*PROBLEM TO SOLVE*: Beneath this instruction is a block of data; output from it exactly the lines that run from the one containing "M133 1258 176 1181 211 1141 440 1064" through the one containing "M881 10H933L900 86", inclusive.

· · ·

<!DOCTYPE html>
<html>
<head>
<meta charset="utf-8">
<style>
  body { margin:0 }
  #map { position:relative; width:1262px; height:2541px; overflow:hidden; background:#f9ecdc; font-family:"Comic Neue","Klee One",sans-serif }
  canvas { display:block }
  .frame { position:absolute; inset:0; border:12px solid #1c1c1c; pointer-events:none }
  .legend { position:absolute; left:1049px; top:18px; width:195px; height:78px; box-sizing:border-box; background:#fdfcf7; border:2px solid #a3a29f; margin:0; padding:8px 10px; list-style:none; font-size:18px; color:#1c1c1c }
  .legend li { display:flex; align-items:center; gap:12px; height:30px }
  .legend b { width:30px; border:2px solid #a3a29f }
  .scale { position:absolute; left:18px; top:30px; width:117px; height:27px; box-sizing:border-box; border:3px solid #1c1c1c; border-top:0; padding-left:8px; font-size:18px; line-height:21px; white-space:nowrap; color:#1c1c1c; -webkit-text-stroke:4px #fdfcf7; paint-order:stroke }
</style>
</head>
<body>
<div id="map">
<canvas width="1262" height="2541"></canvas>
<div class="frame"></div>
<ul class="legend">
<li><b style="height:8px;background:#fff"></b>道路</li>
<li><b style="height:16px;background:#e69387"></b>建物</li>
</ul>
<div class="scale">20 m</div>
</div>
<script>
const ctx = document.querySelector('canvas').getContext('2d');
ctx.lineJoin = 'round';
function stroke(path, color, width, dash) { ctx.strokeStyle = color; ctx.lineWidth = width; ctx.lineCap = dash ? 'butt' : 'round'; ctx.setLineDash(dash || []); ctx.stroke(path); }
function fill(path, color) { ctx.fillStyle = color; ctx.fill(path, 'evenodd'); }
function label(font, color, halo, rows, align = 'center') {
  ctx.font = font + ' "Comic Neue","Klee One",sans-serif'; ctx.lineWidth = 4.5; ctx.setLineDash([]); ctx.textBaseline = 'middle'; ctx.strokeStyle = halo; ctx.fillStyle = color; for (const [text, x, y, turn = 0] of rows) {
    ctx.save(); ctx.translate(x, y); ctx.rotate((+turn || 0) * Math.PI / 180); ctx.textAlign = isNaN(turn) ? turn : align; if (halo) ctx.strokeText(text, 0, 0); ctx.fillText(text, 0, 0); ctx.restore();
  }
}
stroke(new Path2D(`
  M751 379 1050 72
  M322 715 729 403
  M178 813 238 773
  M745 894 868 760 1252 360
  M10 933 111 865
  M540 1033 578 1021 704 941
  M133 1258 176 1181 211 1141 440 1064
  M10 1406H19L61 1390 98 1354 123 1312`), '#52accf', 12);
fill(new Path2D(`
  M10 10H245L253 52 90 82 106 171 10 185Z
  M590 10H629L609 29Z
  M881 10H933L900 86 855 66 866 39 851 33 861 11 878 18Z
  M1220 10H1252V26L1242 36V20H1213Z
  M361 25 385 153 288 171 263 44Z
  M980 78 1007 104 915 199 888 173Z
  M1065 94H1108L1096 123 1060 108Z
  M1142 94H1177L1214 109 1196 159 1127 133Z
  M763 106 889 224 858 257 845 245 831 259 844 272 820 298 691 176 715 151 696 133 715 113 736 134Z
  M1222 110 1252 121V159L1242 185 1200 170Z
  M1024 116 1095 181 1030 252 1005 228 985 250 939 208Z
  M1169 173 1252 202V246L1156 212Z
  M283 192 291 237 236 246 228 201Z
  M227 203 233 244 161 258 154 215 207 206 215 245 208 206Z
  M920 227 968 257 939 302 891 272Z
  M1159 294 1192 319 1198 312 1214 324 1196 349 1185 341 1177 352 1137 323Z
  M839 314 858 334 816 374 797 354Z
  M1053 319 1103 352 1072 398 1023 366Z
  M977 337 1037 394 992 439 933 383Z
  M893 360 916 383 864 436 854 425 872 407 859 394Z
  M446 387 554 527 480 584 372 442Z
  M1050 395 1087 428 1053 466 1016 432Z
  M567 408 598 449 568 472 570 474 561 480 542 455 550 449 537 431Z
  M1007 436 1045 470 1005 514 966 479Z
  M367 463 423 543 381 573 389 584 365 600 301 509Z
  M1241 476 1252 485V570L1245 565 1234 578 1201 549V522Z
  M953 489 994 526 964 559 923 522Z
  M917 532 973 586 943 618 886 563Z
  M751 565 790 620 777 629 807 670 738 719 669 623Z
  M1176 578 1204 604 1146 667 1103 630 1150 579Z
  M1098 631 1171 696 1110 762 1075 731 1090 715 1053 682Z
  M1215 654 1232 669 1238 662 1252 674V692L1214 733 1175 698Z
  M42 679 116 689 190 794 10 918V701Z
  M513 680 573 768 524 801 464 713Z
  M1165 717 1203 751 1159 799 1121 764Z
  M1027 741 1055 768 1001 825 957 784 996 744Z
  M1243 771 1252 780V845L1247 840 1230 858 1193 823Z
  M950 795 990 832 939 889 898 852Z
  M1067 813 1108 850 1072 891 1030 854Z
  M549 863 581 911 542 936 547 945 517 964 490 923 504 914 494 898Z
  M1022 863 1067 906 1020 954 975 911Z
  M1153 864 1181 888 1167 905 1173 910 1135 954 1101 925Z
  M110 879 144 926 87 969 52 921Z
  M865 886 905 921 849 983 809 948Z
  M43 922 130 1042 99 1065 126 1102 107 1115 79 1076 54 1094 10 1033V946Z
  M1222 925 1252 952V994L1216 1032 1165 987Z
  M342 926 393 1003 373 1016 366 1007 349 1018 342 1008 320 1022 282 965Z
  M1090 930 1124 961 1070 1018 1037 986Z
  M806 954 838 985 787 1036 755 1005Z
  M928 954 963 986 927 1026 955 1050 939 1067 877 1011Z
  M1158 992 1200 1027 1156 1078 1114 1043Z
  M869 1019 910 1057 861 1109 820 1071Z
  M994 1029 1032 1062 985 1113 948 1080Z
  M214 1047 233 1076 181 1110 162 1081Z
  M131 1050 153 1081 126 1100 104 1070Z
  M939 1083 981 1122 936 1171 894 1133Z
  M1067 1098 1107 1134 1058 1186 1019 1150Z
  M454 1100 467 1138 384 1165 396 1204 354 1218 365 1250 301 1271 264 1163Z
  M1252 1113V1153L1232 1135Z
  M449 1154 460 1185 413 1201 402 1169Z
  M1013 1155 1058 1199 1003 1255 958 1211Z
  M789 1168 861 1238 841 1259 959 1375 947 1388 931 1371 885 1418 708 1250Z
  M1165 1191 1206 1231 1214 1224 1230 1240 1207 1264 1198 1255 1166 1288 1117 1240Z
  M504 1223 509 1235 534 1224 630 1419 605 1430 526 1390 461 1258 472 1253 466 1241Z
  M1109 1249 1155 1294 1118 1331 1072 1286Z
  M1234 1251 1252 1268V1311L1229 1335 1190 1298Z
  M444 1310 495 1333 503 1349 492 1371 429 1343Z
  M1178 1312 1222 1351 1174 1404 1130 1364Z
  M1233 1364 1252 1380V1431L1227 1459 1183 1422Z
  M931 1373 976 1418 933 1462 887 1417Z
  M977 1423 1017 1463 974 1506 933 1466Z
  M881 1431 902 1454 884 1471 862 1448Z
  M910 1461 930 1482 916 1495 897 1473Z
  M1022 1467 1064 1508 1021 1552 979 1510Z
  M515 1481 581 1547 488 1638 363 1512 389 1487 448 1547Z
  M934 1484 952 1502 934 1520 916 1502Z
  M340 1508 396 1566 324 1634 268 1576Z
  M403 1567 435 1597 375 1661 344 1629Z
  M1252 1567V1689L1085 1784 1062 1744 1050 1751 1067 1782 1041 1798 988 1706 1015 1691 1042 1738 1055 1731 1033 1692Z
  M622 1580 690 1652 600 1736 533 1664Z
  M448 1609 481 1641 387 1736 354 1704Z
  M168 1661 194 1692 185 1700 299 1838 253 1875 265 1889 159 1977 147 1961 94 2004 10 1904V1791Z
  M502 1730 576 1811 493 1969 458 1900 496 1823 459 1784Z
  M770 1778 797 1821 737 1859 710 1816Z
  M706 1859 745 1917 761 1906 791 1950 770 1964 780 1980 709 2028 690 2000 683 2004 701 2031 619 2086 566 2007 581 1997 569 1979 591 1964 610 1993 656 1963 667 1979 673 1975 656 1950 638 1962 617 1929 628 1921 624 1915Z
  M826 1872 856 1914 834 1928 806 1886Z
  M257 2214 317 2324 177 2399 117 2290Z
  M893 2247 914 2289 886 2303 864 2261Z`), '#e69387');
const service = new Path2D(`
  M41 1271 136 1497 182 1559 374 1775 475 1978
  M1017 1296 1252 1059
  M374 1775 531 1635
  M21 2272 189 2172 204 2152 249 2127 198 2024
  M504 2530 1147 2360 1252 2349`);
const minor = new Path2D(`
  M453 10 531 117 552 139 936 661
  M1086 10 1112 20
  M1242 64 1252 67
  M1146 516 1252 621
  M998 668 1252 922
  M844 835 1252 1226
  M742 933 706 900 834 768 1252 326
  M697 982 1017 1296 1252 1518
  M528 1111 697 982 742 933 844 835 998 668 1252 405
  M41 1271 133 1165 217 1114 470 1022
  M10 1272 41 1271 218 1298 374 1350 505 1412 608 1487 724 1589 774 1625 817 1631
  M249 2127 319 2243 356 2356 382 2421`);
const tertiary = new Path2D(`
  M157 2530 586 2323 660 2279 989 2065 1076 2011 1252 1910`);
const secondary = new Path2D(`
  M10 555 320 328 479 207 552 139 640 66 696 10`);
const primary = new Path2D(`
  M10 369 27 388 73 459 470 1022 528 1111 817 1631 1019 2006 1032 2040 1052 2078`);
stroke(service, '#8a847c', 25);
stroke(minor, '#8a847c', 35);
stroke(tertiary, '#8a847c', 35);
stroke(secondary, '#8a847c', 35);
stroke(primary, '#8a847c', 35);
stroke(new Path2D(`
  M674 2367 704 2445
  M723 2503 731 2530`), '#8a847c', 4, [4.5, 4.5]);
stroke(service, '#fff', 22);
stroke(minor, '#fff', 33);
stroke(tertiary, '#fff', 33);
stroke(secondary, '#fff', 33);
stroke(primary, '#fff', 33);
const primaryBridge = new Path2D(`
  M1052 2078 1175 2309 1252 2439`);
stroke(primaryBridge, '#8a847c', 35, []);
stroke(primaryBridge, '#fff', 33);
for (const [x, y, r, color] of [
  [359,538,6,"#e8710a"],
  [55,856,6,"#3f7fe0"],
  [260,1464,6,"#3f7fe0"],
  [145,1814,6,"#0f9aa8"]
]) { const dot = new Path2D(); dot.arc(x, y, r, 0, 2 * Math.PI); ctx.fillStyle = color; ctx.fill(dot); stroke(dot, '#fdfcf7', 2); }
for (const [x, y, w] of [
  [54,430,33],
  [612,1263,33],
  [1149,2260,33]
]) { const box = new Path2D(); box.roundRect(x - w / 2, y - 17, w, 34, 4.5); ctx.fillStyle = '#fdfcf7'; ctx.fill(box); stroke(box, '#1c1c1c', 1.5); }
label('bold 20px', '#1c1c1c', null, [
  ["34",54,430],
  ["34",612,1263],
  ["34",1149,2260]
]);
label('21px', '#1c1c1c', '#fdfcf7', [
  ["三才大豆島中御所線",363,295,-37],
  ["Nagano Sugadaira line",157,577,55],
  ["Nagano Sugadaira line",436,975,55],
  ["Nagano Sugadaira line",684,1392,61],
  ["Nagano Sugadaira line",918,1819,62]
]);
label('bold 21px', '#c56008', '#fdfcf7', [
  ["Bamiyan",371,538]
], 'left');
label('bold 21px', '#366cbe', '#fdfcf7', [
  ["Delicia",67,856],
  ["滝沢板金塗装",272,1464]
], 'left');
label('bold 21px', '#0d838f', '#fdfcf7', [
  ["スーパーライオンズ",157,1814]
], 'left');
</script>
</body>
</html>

· · ·

*ANSWER FOR THE TASK*:
  M133 1258 176 1181 211 1141 440 1064
  M10 1406H19L61 1390 98 1354 123 1312`), '#52accf', 12);
fill(new Path2D(`
  M10 10H245L253 52 90 82 106 171 10 185Z
  M590 10H629L609 29Z
  M881 10H933L900 86 855 66 866 39 851 33 861 11 878 18Z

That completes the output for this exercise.